Money and I have an interesting relationship. I mean, I like money. It’s great to have around when I need to do something like, say, pay the rent. But, other than that, I kind of wish it had no part in my life. Seriously.
Like most people, I struggle with a lifelong love-hate relationship with cash. I want it. I want lots and lots of it. But not so that it can be front and center in my life. Rather, because I want the chance to completely forget about it — for once.
If my friends were to choose one word to describe how I handle my finances, they’d probably choose one of these: frugal, cheap, careful, thrifty…or, perhaps, tight-ass. And if we’re being honest here, I’d have to admit they’re right. The reason I hate money is not because I don’t have enough. For all intents and purposes, I do. It’s because I don’t feel like I have enough.

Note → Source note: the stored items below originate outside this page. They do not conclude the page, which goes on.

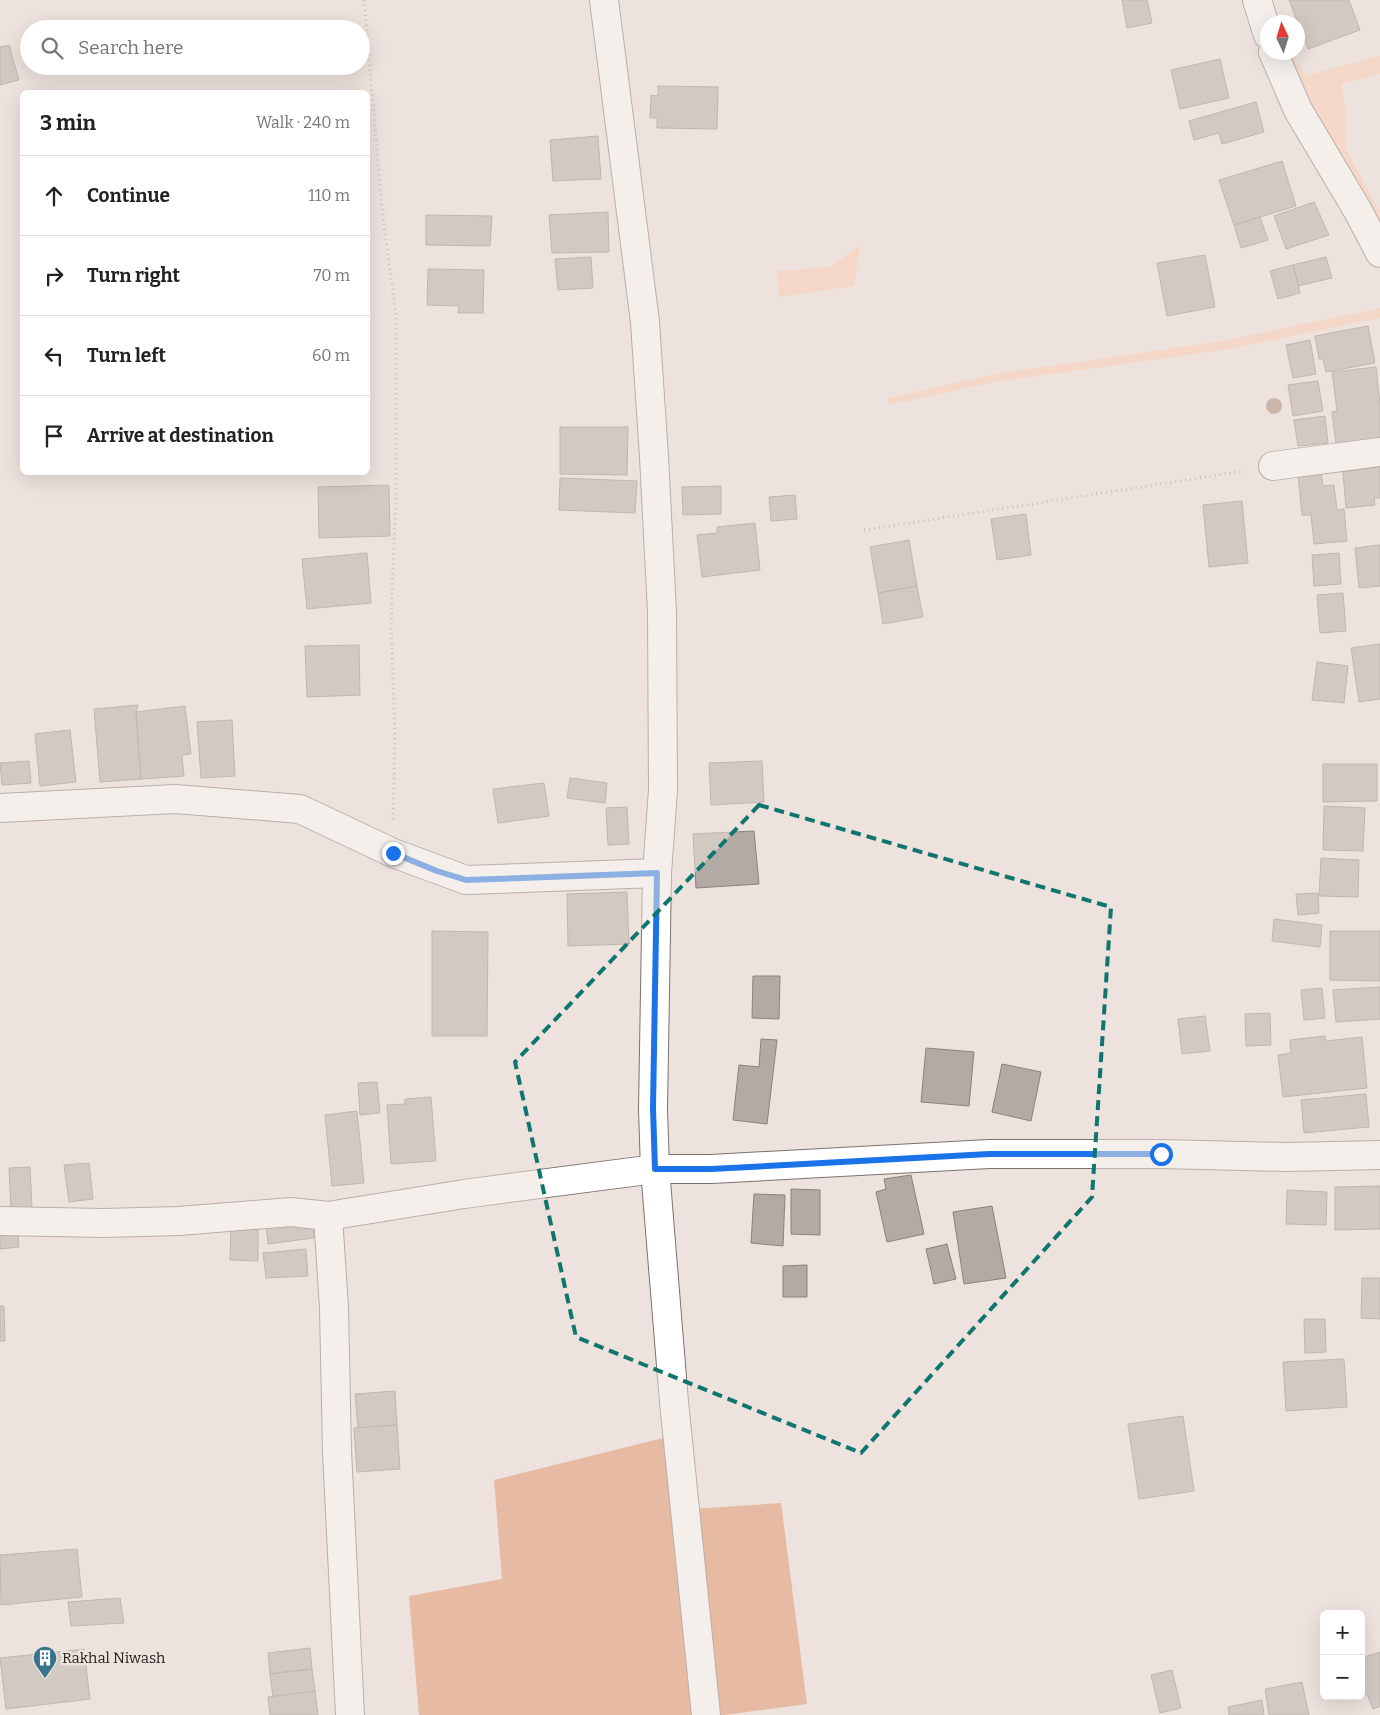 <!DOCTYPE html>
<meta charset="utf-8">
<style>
body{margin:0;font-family:Bitter,serif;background:#f2f2f2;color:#222}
.controls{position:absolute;right:15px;bottom:15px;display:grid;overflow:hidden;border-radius:8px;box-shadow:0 5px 20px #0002}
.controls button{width:45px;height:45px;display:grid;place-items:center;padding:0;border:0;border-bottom:1px solid #e0e0e0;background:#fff;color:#222;font:25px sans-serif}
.compass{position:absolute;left:1260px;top:15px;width:45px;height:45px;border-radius:50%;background:#fff;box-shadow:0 5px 20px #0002;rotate:356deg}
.stop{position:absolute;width:15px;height:15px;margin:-11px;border:4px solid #1a73e8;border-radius:50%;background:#fff}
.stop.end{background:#1a73e8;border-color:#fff;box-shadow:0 1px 5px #0008}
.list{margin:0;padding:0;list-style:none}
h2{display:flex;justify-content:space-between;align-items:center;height:65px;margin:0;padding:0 20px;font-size:21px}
h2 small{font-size:16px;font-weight:400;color:#767676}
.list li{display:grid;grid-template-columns:32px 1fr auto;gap:15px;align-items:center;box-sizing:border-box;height:80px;padding:0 20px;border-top:1px solid #e0e0e0}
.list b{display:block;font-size:19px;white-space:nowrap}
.list em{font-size:16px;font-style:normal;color:#767676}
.icon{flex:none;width:28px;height:28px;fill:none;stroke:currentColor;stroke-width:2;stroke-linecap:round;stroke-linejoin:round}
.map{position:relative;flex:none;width:1380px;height:1715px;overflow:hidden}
.search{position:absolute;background:#fff;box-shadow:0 5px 20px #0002;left:20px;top:20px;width:350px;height:55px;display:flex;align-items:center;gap:12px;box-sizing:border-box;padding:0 18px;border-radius:28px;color:#767676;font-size:19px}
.panel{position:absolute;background:#fff;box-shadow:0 5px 20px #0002;left:20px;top:90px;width:350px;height:385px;border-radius:8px}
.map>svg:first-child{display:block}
.green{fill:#fec9b0}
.forest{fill:#e0895e}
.building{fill:#b4aaa5;stroke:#8b817d}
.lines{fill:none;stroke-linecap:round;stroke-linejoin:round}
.minor-casing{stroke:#7c726d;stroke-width:30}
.path{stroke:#9f9793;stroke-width:3;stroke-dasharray:1 4;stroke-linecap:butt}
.minor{stroke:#fff;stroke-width:28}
.tree{fill:#a5816e}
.route{stroke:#1a73e8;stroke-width:6}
.marked{fill:none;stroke:#0f766e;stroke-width:4;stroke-dasharray:10 6;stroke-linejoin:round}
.labels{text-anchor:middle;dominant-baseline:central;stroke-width:5;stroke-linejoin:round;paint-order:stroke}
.poi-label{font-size:15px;fill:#231f1d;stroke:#ede2dd;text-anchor:start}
</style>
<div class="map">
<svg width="1380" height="1715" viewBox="0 0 1380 1715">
<rect width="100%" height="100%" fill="#ede2dd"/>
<!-- green -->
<g class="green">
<path d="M1285,53H1292L1305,76L1380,56V74L1341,84L1346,113L1345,148L1380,212V236L1304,99Z"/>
<path d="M860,245L854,286L779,297L777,271L830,267Z"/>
<path d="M1380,308V318L1223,350L994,382L889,405L888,398L995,374L1222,341Z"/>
</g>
<!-- forest -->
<path class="forest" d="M667,1437L676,1510L781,1503L807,1704L724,1715H419L409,1596L502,1579L494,1480Z"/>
<!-- building -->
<g class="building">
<path d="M1122,0H1147L1152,23L1127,28Z"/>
<path d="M1289,0H1349L1360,30L1308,49Z"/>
<path d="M9,45L19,80L0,85V47Z"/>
<path d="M1220,59L1229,98L1180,109L1171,70Z"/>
<path d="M658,86L718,87L717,129L657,128V118H650L651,95L658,96Z"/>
<path d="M1256,102L1264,132L1222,144L1219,133L1194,140L1189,121Z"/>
<path d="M598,136L601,179L553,181L550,140Z"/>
<path d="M1282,161L1296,206L1234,225L1219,180Z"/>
<path d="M1314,202L1329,235L1286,249L1274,216Z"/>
<path d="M608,212L609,252L552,253L549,215Z"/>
<path d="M426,215L492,216L490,246L426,245Z"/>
<path d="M1260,217L1268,240L1241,248L1234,225Z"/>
<path d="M1205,255L1215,307L1167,316L1157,263Z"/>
<path d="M591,257L593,288L558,290L555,259Z"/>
<path d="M1326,257L1332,278L1298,286L1293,265Z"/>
<path d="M1293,265L1300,293L1278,299L1270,271Z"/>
<path d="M428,269L484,270L483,313H458L459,306L427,305Z"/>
<path d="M1368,326L1375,363L1326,372L1323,359H1319L1315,336Z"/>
<path d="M1310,340L1316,374L1293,378L1286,345Z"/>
<path d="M1376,367L1380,404V439L1336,444L1332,412L1337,411L1332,372Z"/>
<path d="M1318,381L1323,411L1293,416L1288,385Z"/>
<path d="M1325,416L1328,443L1298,446L1294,420Z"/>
<path d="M560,427H628L627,475L560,474Z"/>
<path d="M1380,466V498H1374L1375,505L1346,508L1343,472Z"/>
<path d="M1321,472L1323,486L1334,485L1337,510L1344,509L1347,541L1314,544L1311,515H1302L1298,474Z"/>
<path d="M560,478L637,481L635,513L559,510Z"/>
<path d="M389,485L390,536L319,538L318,487Z"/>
<path d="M721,486V514L683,515L682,487Z"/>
<path d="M795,495L797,519L771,521L769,497Z"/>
<path d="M1242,501L1248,563L1209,567L1203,505Z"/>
<path d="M1026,514L1031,555L997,560L991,519Z"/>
<path d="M755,523L760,570L702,577L697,535L717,533V527Z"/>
<path d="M909,540L917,586L878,593L870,547Z"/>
<path d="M1380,545V586L1359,588L1355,548Z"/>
<path d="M367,553L371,603L307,609L302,559Z"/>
<path d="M1339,553L1341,584L1314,586L1312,555Z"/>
<path d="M917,586L923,617L883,624L878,593Z"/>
<path d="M1343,593L1346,631L1320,633L1317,595Z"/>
<path d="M1380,644V699L1359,702L1351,648Z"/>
<path d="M359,645L360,695L307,697L305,646Z"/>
<path d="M1317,662L1348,666L1344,703L1312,700Z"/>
<path d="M138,705L136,712L141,779L100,782L94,709Z"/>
<path d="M185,706L191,754L182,755L184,776L141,779L136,712Z"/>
<path d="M232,720L235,776L201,778L197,722Z"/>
<path d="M70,730L76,782L40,786L35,734Z"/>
<path d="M29,761L31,783L2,785L0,763Z"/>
<path d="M762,761L764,802L711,805L709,763Z"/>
<path d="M1323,764H1377V801L1323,802Z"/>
<path d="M570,778L607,783L605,803L567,798Z"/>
<path d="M544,783L549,816L498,823L493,789Z"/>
<path d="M1324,806L1365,808L1363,851L1323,850Z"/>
<path d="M627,807L629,844L608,845L606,808Z"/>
<path d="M754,831L759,884L696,888L693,834Z"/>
<path d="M1321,858L1359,860L1358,897L1319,896Z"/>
<path d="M627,892L629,944L568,946L567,894Z"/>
<path d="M1318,893L1319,913L1298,915L1296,894Z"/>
<path d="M1274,919L1322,925L1320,947L1272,941Z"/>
<path d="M432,931L488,932L487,1036H432Z"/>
<path d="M1330,931H1380V981L1330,980Z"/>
<path d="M753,976H780L779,1019L752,1018Z"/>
<path d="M1380,987V1019L1336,1022L1333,990Z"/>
<path d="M1322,988L1325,1018L1304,1020L1301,990Z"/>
<path d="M1270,1013L1271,1045L1246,1046L1245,1014Z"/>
<path d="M1205,1016L1210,1051L1182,1054L1178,1019Z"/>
<path d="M1325,1036L1326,1041L1362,1037L1367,1088L1283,1097L1278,1055L1291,1053L1290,1040Z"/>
<path d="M761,1039L777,1040L767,1124L733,1120L739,1065L759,1067Z"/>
<path d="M926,1048L974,1052L969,1106L921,1102Z"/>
<path d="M1002,1064L1041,1072L1031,1121L992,1112Z"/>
<path d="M377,1082L380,1113L360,1115L358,1083Z"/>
<path d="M1366,1094L1369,1127L1304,1133L1301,1100Z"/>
<path d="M431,1097L436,1161L391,1164L387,1105L405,1104V1099Z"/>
<path d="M357,1111L364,1183L332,1186L325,1115Z"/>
<path d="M89,1163L93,1199L69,1202L64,1165Z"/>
<path d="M30,1167L32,1208L11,1209L9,1168Z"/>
<path d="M911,1175L924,1234L887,1242L876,1192L886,1189L884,1179Z"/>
<path d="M1380,1186V1229L1335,1230V1187Z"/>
<path d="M791,1189L820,1190V1235L791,1234Z"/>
<path d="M1287,1190L1327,1192L1326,1225L1286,1224Z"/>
<path d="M754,1194L785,1195L783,1246L751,1243Z"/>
<path d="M992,1206L1006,1278L964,1284L953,1212Z"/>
<path d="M312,1219L314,1238L268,1244L266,1225Z"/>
<path d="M231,1221L258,1222V1261L230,1260Z"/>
<path d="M17,1224L19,1247L0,1249V1226Z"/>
<path d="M947,1244L956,1279L934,1284L926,1249Z"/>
<path d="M306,1249L308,1276L266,1278L263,1253Z"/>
<path d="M807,1265V1297H783V1266Z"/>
<path d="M1362,1278H1380V1319L1361,1318Z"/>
<path d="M0,1306H4L5,1341H0Z"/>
<path d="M1304,1319H1325L1326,1352L1305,1353Z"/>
<path d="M1344,1359L1347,1407L1286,1411L1283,1362Z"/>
<path d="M395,1391L397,1425L358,1428L355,1394Z"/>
<path d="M1183,1416L1194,1491L1139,1499L1128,1424Z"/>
<path d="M397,1425L400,1469L357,1472L354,1428Z"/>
<path d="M77,1549L82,1597L1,1605L0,1555Z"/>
<path d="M120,1598L124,1623L71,1626L68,1602Z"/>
<path d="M310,1648L312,1669L270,1674L268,1653Z"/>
<path d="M84,1649L90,1699L6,1709L0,1658Z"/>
<path d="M1380,1652V1706L1373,1709L1367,1694L1361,1696V1658Z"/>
<path d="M312,1669L315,1691L273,1697L270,1674Z"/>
<path d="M1172,1670L1181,1708L1160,1713L1151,1675Z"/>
<path d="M1302,1682L1309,1715H1269L1265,1689Z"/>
<path d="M315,1691L318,1715H270L268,1697Z"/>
<path d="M1262,1700L1264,1715H1229L1228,1707Z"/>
</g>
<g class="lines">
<defs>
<g id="minor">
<path d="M604,0L645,322L654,457L662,612L663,790L657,873L653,1109L655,1169L674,1402L706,1715"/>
<path d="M1257,0L1268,35"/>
<path d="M1273,52L1298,110L1358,211L1380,253"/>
<path d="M1273,466L1380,452"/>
<path d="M0,808L175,799L300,809L393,853L466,880L657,873"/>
<path d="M328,1216L334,1308L337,1451L350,1715"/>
<path d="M0,1221L104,1223L179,1221L291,1212L328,1216L464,1194L655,1169H711L989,1154H1161L1286,1157L1380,1155"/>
</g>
</defs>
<!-- minor casing -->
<use href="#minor" class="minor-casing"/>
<!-- path -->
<g class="path">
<path d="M364,0L382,209L396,316V491L391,621L395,737L393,822"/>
<path d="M864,530L1244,471"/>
</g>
<!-- minor -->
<use href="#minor" class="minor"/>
</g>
<!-- trees -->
<circle class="tree" cx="1274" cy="406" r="8"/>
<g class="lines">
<!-- route -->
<path class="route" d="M393,853L437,871L466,880L657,873L653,1108L655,1169H711L989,1154H1161"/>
</g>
<!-- marked area -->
<path d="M0 0H1380V1715H0ZM759,805L1111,907L1092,1197L861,1453L576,1337L515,1062Z" fill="#ede2dd" fill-opacity=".55" fill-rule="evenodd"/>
<path class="marked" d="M759,805L1111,907L1092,1197L861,1453L576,1337L515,1062Z"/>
<!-- icons -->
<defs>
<symbol id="building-pin" viewBox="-11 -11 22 30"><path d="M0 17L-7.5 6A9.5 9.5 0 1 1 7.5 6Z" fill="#38748b" stroke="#ede2dd"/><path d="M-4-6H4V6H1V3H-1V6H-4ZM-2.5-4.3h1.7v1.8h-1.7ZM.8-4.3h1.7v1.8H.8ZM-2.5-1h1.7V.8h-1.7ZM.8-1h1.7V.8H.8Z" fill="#fff"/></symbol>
</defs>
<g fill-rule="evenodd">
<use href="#building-pin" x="31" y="1644" width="28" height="38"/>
</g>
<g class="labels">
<!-- poi labels -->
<g class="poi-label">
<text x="62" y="1658">Rakhal Niwash</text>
</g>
</g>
</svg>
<div class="controls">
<button>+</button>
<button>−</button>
</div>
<svg class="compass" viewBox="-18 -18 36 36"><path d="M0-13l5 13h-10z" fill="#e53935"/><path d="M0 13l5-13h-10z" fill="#767676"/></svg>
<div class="stop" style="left:1161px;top:1154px"></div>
<div class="stop end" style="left:393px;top:853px"></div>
<div class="search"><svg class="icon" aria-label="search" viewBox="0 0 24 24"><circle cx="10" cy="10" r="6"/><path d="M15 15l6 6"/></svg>Search here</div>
<section class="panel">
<h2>3 min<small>Walk · 240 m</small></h2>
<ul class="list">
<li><svg class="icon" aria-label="ahead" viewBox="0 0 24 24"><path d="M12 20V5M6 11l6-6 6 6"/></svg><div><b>Continue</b></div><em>110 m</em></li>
<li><svg class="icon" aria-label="right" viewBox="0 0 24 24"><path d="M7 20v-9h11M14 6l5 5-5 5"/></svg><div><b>Turn right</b></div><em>70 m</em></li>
<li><svg class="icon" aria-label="left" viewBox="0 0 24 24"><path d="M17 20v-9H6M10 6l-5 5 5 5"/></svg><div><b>Turn left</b></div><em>60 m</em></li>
<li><svg class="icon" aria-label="arrive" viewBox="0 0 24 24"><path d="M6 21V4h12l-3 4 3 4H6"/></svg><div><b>Arrive at destination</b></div></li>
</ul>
</section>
</div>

Between having parents that fought about money pretty much every day and having a mother that told me, “It’s just as easy to marry for a rich man as it is a poor man”, I imagine it was somewhat inevitable for me to end up having anxiety when it comes to handling my finances.
There was a plus side to this. I became fiercely financially independent. I learned to save. (And I mean seriously save.) With the exception of a few student loans, I carry no debt. I don’t use credit cards unless I can pay them in full at the end of the month. And I’ve never depended on a beau to support me. Never.
But then, that’s also the problem. This fierce need to be independent, to never ask for help, to do it all on my own — well, it’s tiring. And not only for me. It’s tiring for my fiancé, too.
Let me give you an example. As you know, I left my job in February. Before making that decision, I saved for two years. I had enough money to support my lifestyle for a year before having to return to work.
I’d say it was about two weeks after leaving my job that I broke down in tears, sobbing to the fiancé that I was afraid we’d run out of money before the year was up. He said, “Heather, how much money do you have?” (After a freak out like that, he was worried that perhaps I was right.) So I told him. He looked at me, confused. “So what are you worried about again?”
I knew I had enough money to last the year. But that didn’t stop me from breaking down and freaking out.
And just to make my point really clear, I’ll give you another example. My fiancé and I are very careful to live below our means. We figure it’s better to have extra money than risk not having enough. Because of this, we could easily get by on one income.
You might think this would make me happy. When the year is up and my savings run dry, I could potentially count on his income to carry us through as I continue pursuing my writing goals. We’ve discussed this possibility. He fully supports me and encourages me to keep doing what makes me happy and not worry about going back to work.
But instead of being happy about this, I stress. And I nag, and I worry.
I don’t know how to let go of control when it comes to money. I don’t know how to trust someone else to pay the bills, to take care of me, to be there for me. And if I do. If I let go of that control and let him take care of me, does that somehow make me weak? Am I setting myself up for financial disaster in the future? Am I letting another person have too much control over my life?
Yeah. You could say I have money issues. (And trust issues. And control issues. And all sorts of other issues.)
All I can tell you is I’m working on it. I’m not there yet, but I really am making progress. In some ways, walking away from my job was the best decision I could ever have made. And I’m not saying that because I’m taking an opportunity to chase my dreams. (Though that’s wonderful, too.) Rather, It’s forced me to face my control issues head on.
I’ve had to let go of the security that comes with a stable job and learn to deal with questions. (Will this book ever sell? Can I make it as a writer? What if I run out of money? Can I allow myself to trust that I don’t have to do this alone?) So many questions. More questions than answers.
Facing these uncertainties has helped me to make progress in so many ways. Little by little, day by day, I feel myself letting go. I feel myself getting more comfortable with uncertainty. And, honestly, if things do go terribly wrong, I’m pretty sure I would handle it better than I would have prior to this experience.
It’s funny how that works sometimes. I left my job for no other reason than to chase a few dreams. And I’ve ended up getting so much more from that decision. Now that’s a good thing.